Show every line of the data that contains the string "structure".

Start of Data for analysis

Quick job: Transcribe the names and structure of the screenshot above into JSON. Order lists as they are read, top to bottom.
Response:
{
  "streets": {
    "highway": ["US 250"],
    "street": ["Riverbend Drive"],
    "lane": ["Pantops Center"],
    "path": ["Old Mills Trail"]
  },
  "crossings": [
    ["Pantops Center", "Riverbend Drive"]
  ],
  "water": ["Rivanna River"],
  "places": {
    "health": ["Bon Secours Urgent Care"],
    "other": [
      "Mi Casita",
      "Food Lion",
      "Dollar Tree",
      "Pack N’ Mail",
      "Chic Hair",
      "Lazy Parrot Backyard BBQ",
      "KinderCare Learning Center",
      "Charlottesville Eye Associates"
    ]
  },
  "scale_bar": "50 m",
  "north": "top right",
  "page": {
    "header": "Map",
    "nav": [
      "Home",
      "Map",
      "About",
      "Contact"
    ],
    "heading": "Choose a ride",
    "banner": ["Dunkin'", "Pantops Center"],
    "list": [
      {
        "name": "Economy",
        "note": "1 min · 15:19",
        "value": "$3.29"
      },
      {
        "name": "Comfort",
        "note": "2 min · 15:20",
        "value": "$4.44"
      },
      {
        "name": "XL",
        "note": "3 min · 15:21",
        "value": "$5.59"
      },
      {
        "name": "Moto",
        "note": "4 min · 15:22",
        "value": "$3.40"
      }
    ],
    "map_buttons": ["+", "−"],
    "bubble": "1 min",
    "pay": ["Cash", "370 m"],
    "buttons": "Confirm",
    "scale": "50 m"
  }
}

End of Data for analysis
Start of Data for analysis

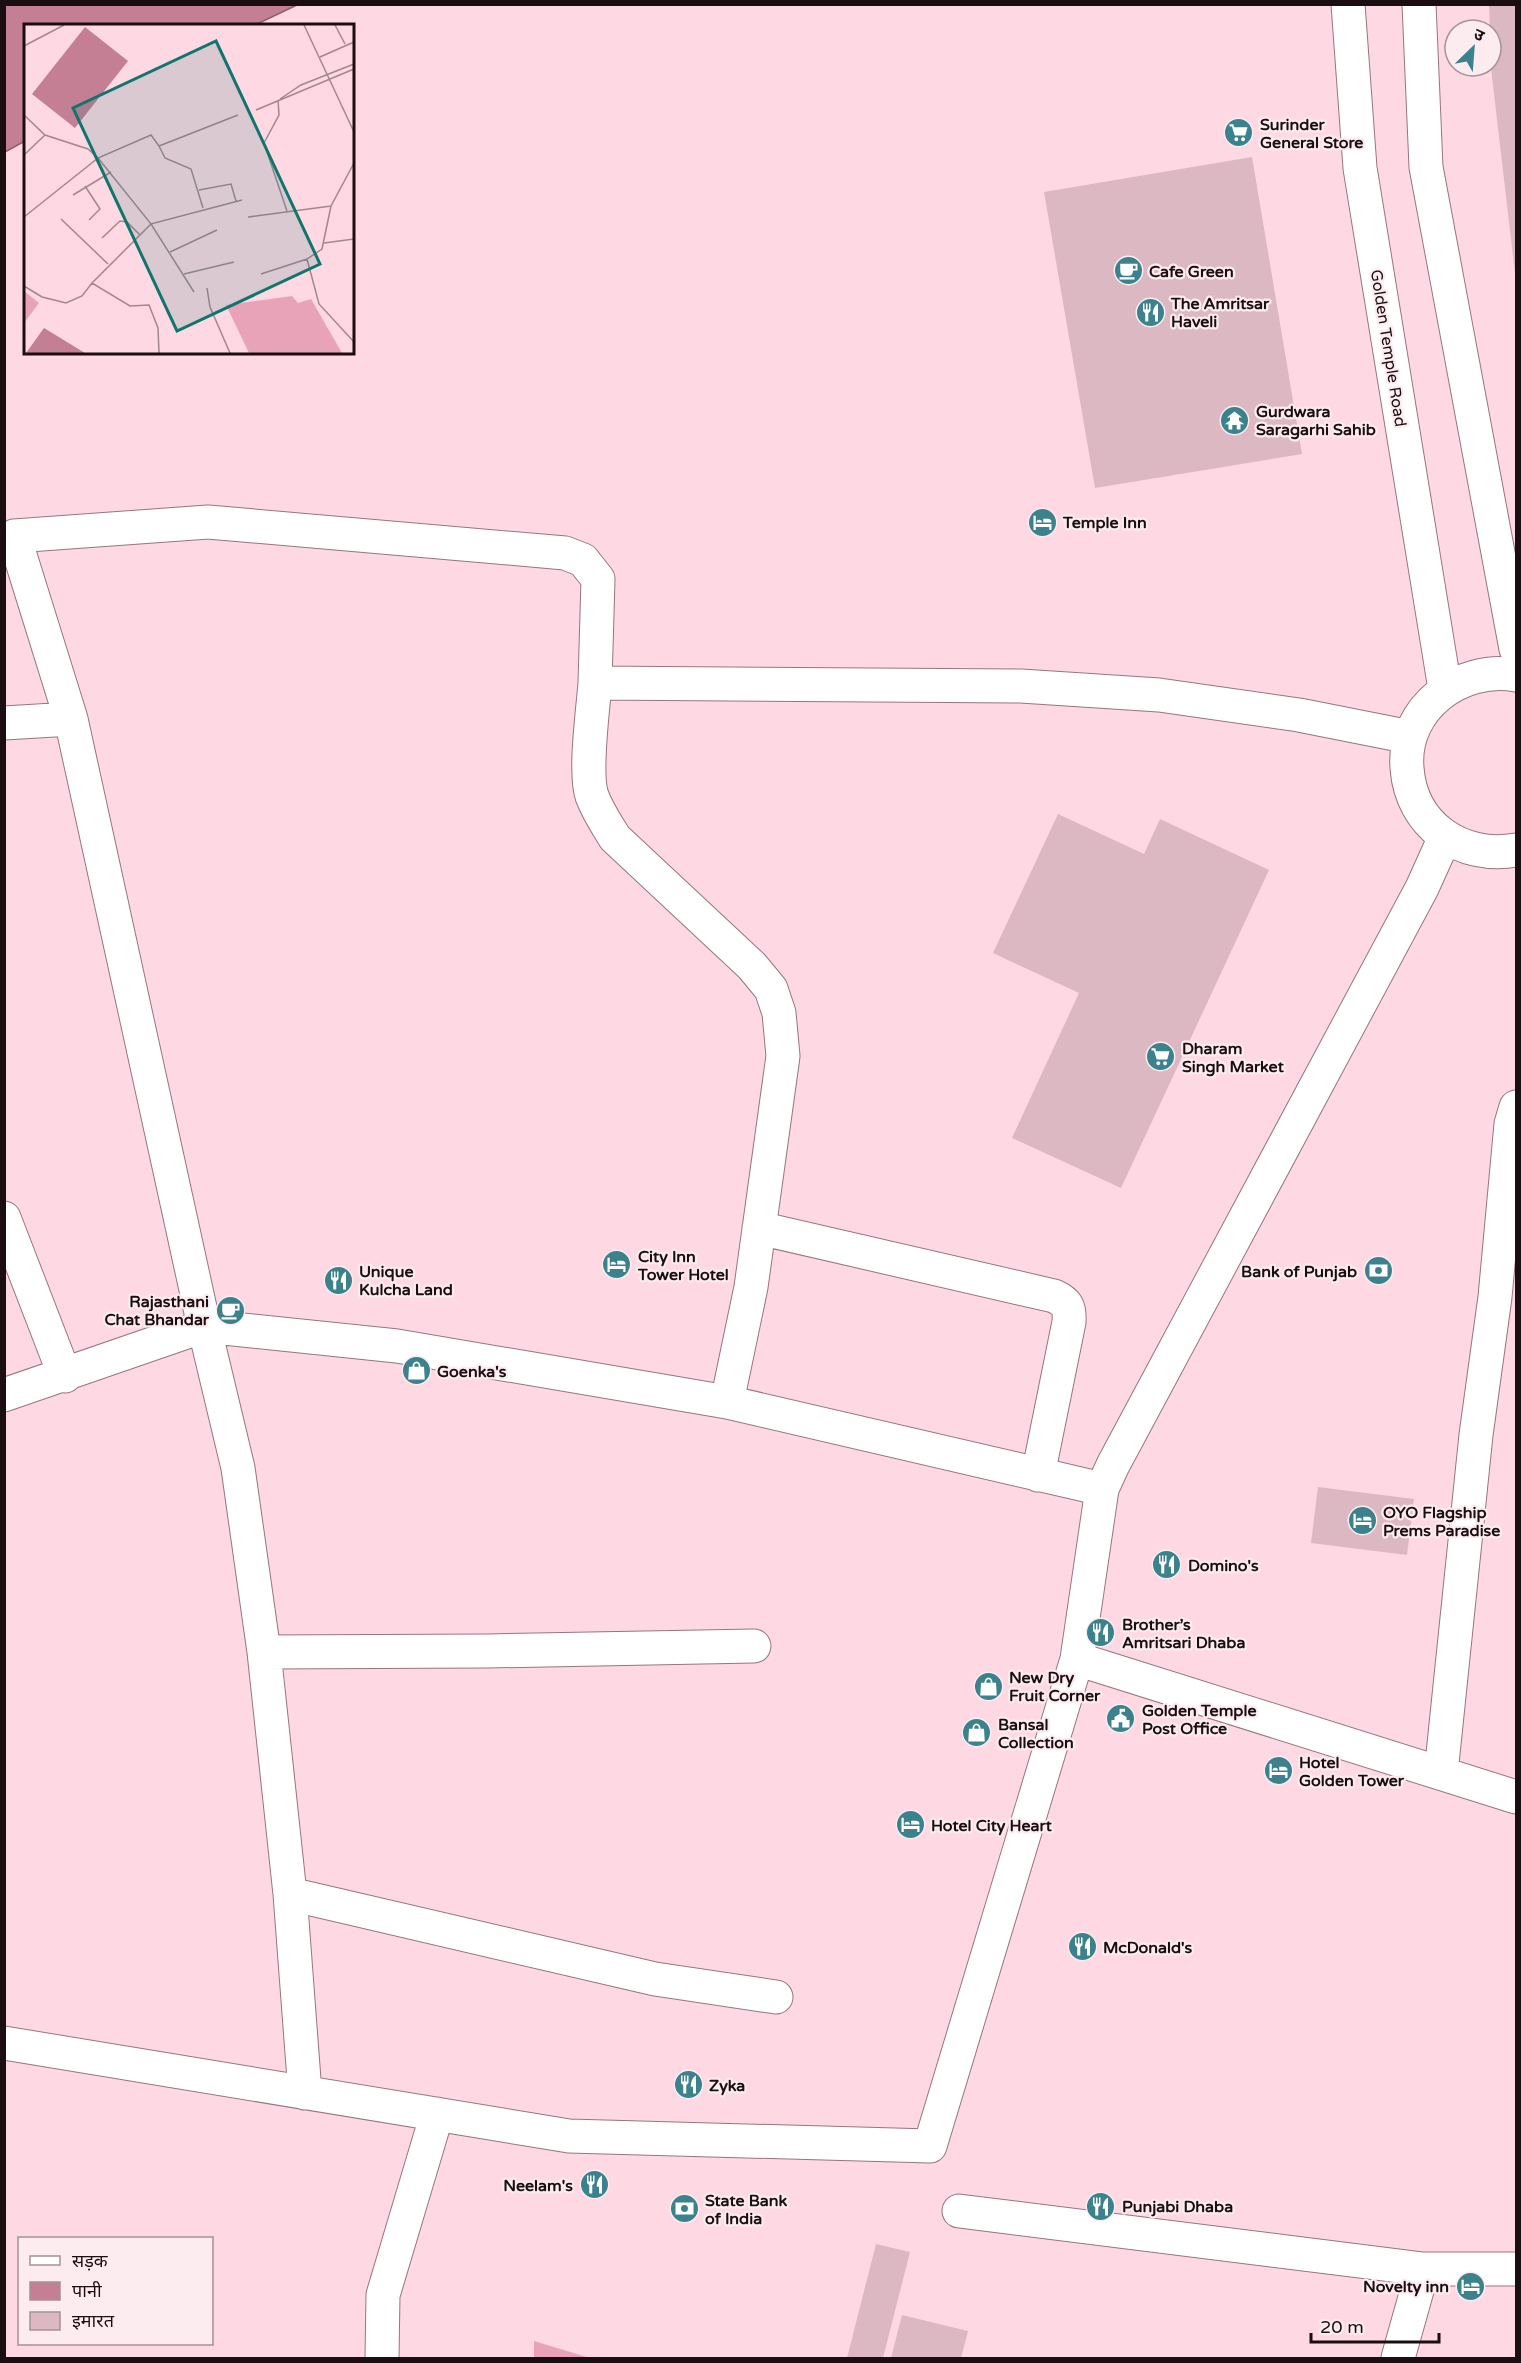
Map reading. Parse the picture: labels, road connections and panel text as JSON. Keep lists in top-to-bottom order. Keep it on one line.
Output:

End of Data for analysis
Start of Data for analysis

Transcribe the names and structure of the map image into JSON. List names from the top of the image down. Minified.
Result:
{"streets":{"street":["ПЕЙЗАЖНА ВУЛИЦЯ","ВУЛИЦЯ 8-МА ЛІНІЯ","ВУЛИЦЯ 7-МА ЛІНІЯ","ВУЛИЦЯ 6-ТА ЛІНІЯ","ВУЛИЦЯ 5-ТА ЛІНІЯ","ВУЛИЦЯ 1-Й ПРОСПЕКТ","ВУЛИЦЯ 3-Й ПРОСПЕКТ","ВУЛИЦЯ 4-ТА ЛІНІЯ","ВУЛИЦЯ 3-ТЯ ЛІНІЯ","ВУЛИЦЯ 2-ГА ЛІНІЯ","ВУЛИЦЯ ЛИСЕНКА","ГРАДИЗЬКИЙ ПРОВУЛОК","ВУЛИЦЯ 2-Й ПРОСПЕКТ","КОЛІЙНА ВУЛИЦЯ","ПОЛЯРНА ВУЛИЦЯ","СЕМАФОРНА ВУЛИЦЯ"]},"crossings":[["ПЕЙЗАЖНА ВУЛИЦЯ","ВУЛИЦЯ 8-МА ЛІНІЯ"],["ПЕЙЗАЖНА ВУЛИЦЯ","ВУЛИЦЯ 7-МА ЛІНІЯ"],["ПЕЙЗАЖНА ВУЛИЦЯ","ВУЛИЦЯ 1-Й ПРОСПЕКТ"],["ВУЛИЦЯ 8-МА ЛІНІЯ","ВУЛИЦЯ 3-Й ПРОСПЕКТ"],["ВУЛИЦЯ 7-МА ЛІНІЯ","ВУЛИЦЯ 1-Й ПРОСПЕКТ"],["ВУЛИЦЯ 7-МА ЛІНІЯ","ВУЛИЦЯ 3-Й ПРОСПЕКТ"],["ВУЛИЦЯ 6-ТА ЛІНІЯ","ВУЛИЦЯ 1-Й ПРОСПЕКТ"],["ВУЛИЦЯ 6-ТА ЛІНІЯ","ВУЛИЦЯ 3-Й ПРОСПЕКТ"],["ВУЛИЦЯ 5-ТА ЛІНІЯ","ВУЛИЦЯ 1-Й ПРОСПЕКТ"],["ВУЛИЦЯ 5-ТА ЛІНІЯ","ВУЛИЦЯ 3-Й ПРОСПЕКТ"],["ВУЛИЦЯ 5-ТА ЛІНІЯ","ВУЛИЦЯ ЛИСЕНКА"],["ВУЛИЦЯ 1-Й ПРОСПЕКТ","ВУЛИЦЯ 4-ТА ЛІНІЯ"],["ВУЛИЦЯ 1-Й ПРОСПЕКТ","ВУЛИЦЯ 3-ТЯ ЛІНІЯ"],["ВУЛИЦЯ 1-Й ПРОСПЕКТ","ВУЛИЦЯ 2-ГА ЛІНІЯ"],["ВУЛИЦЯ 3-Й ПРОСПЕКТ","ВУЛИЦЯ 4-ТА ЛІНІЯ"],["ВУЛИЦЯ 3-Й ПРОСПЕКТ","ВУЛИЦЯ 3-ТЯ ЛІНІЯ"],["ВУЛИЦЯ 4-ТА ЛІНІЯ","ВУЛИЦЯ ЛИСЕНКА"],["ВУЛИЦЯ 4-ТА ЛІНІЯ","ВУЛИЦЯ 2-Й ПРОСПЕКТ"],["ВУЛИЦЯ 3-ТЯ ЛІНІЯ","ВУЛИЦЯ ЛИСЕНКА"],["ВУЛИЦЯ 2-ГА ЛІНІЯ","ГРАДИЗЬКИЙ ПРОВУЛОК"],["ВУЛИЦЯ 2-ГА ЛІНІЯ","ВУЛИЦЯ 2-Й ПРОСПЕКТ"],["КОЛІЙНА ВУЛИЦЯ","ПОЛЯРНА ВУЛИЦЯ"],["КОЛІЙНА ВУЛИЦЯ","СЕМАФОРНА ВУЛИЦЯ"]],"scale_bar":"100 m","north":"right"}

End of Data for analysis

◆ Written solution
Quick job: Transcribe the names and structure of the screenshot above into JSON. Order lists as they are read, top to bottom.
Transcribe the names and structure of the map image into JSON. List names from the top of the image down. Minified.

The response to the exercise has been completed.